While many tax figures, such as exclusions or penalties, remain the same from year to year, there are certain numbers that are adjusted typically on annual basis, taking into account inflation and cost-of-living increases.
Under newly released Rev. Proc. 2024-40, the following expat-related adjustments will apply in 2025:
Inflation Adjustments for Foreign Tax Items
Foreign earned income exclusion. If you are able to establish that your tax home is outside the U.S. and can satisfy either the bona fide residence test or the physical presence test, you can exclude from income a portion of your income earned overseas. The foreign earned income exclusion amount will be $130,000 in 2025 ($126,500 in 2024).
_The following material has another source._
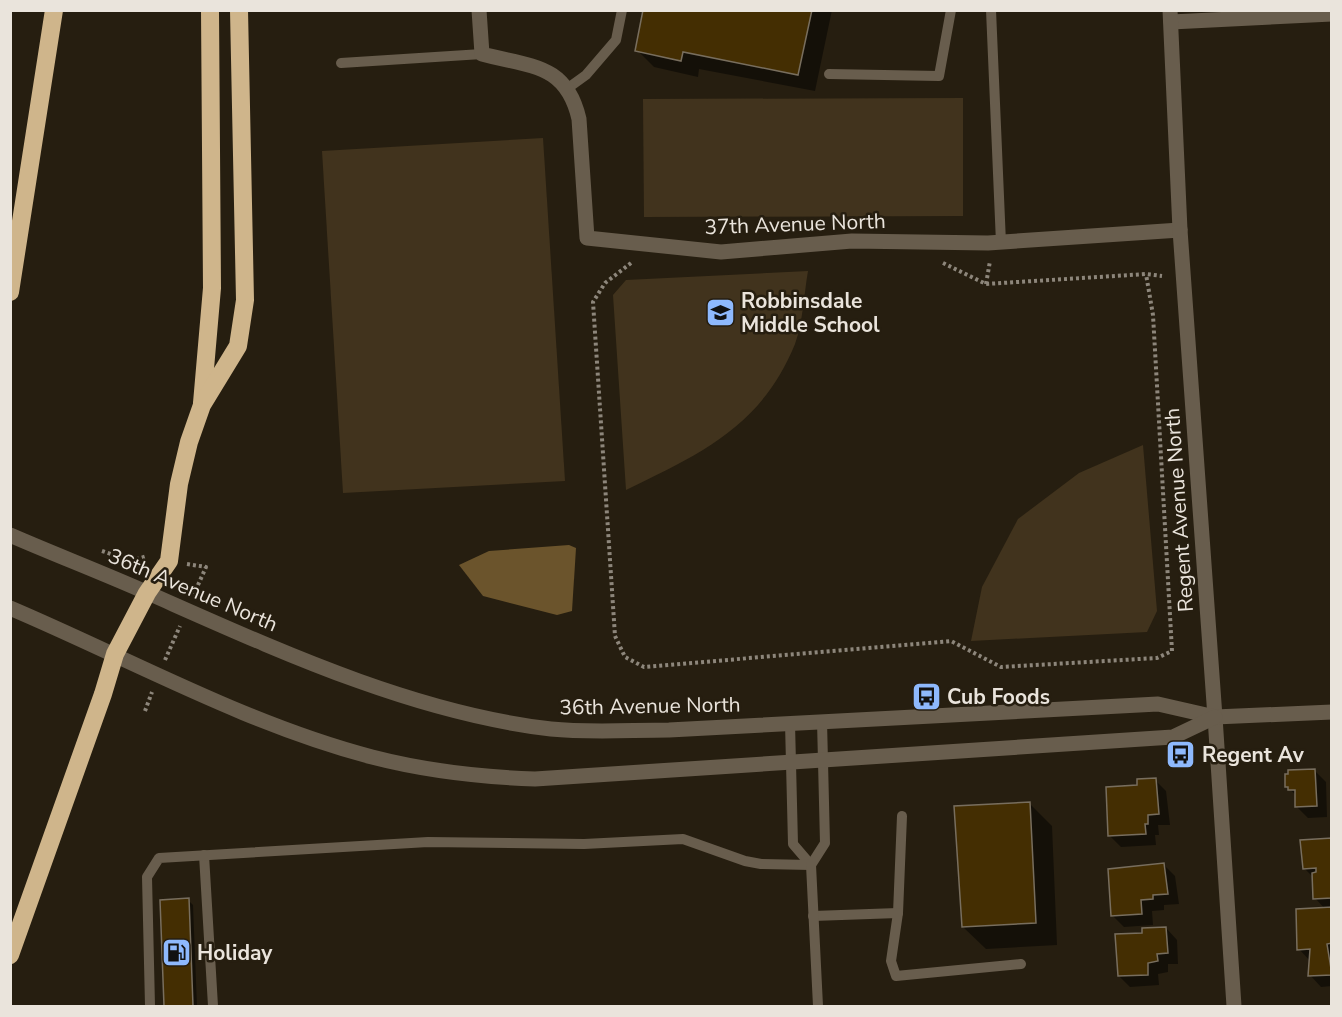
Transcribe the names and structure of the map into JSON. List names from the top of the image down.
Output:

Foreign gift reporting. For gifts from a nonresident alien individual or foreign estate, reporting on Form 3520 is required only if the aggregate amount of gifts from that person exceeds $100,000 during the tax year. This number does not generally adjust for inflation. However, for gifts from foreign corporations and foreign partnerships, the reporting threshold amount will be $20,116 in 2025 ($19,570 for 2024).
Exit tax for renouncers. One of the significant tax implications of renouncing one’s U.S. citizenship is the so-called “exit tax,” which is triggered if any of the below are true:
- You fail to certify to the IRS that you have complied with all U.S. federal tax obligations for the 5 years preceding the date of your expatriation.
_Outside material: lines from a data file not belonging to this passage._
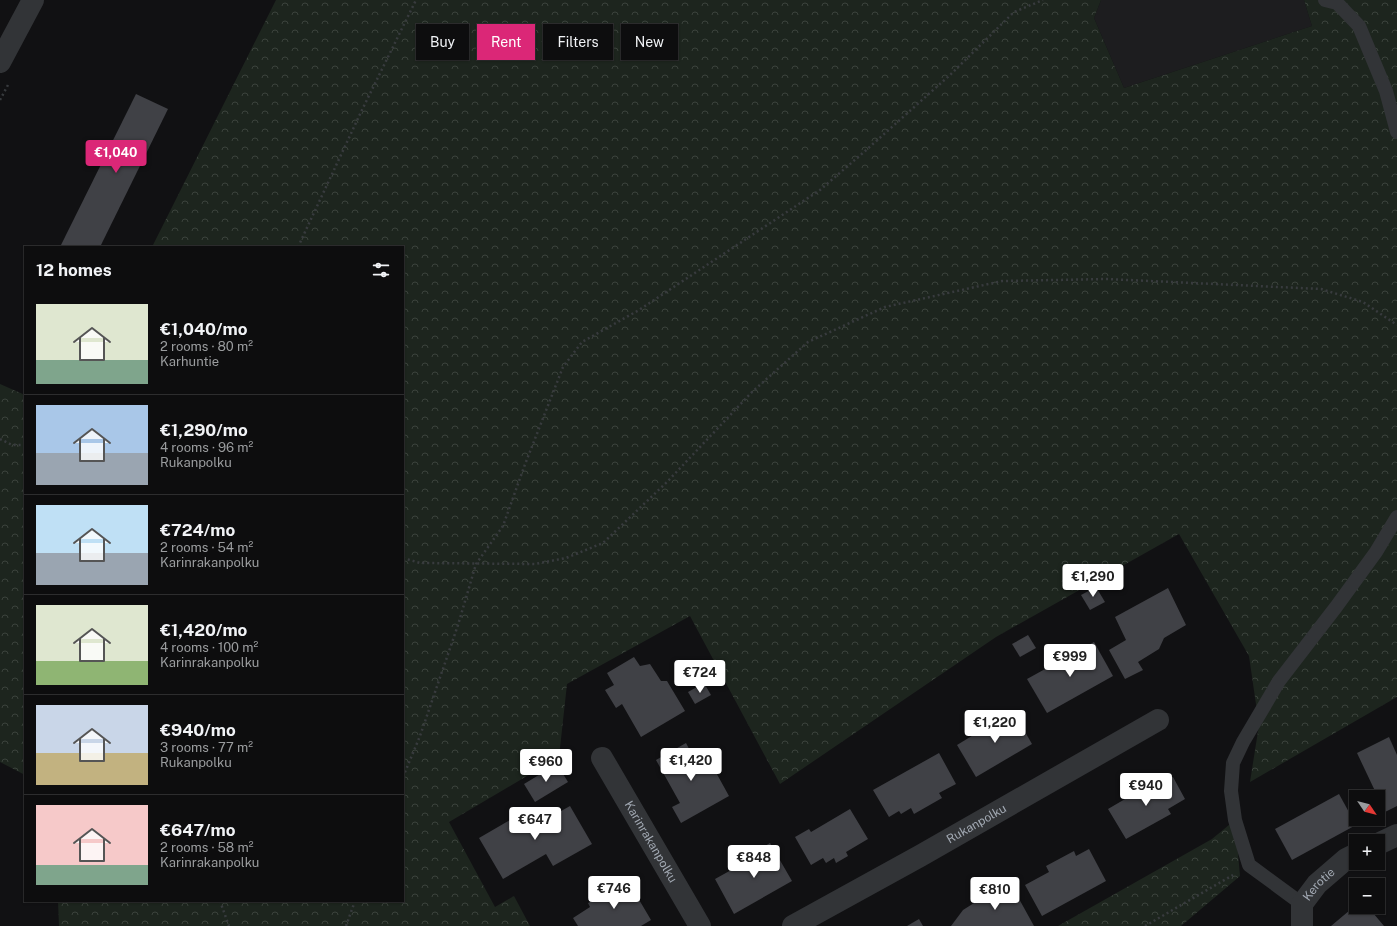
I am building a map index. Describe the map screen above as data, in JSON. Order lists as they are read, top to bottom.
{
  "streets": {
    "street": ["Rukanpolku", "Karinrakanpolku", "Kerotie"]
  },
  "north": "bottom right",
  "page": {
    "chip": [
      "Buy",
      "Rent",
      "Filters",
      "New"
    ],
    "price": [
      "€1,040",
      "€1,290",
      "€999",
      "€724",
      "€1,220",
      "€1,420",
      "€960",
      "€940",
      "€647",
      "€848",
      "€746",
      "€810"
    ],
    "heading": "12 homes",
    "list": [
      {
        "name": "€1,040/mo",
        "note": "2 rooms · 80 m² · Karhuntie"
      },
      {
        "name": "€1,290/mo",
        "note": "4 rooms · 96 m² · Rukanpolku"
      },
      {
        "name": "€724/mo",
        "note": "2 rooms · 54 m² · Karinrakanpolku"
      },
      {
        "name": "€1,420/mo",
        "note": "4 rooms · 100 m² · Karinrakanpolku"
      },
      {
        "name": "€940/mo",
        "note": "3 rooms · 77 m² · Rukanpolku"
      },
      {
        "name": "€647/mo",
        "note": "2 rooms · 58 m² · Karinrakanpolku"
      }
    ],
    "map_buttons": ["+", "−"]
  }
}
- Your net worth is $2 million or more on the date of your expatriation.
- Your average annual net income tax for the 5 years ending before the date of expatriation is more than a specified amount that is adjusted for inflation. For 2025, this amount will be $206,000 ($201,000 for 2024).
Also, for 2025, the amount that would otherwise be includible in the gross income of any individual subject to the exit tax will become reducible by $890,000 ($866,000 for 2024).
Inflation Adjustments for Other Tax Items
The standard deduction. While this is an item with broader scope than the international tax domain, the standard deduction often becomes relevant for U.S. expats without sufficient foreign exclusion or foreign tax credits to fully reduce their U.S. tax liability. The basic standard deduction for 2025 will be:
Joint return - $30,000 ($29,200 for 2024)
Single - $15,000 ($14,600 for 2024)
Head of household - $22,500 ($21,900 for 2024)
Married filing separate - $15,000 ($14,600 for 2024)
Lifetime estate and gift tax exclusion amount. For gifts made and estates of decedents dying in 2025, the exclusion amount will be $13,990,000 ($13,610,000 for gifts made and estates of decedents dying in 2024). Importantly, the exclusion amount is set to reduce significantly starting in 2026 when certain provisions of the Trump Tax Reform sunset (at the end of 2025). It’s estimated that without governmental action extending the tax reform, the exclusion will be reduced to approximately $7 million.
Gift tax annual exclusion. For gifts made in 2025, the gift tax annual exclusion will be $19,000 ($18,000 in 2024). The annual exclusion for gifts to noncitizen spouses will be $190,000 in 2025 ($185,000 for 2024).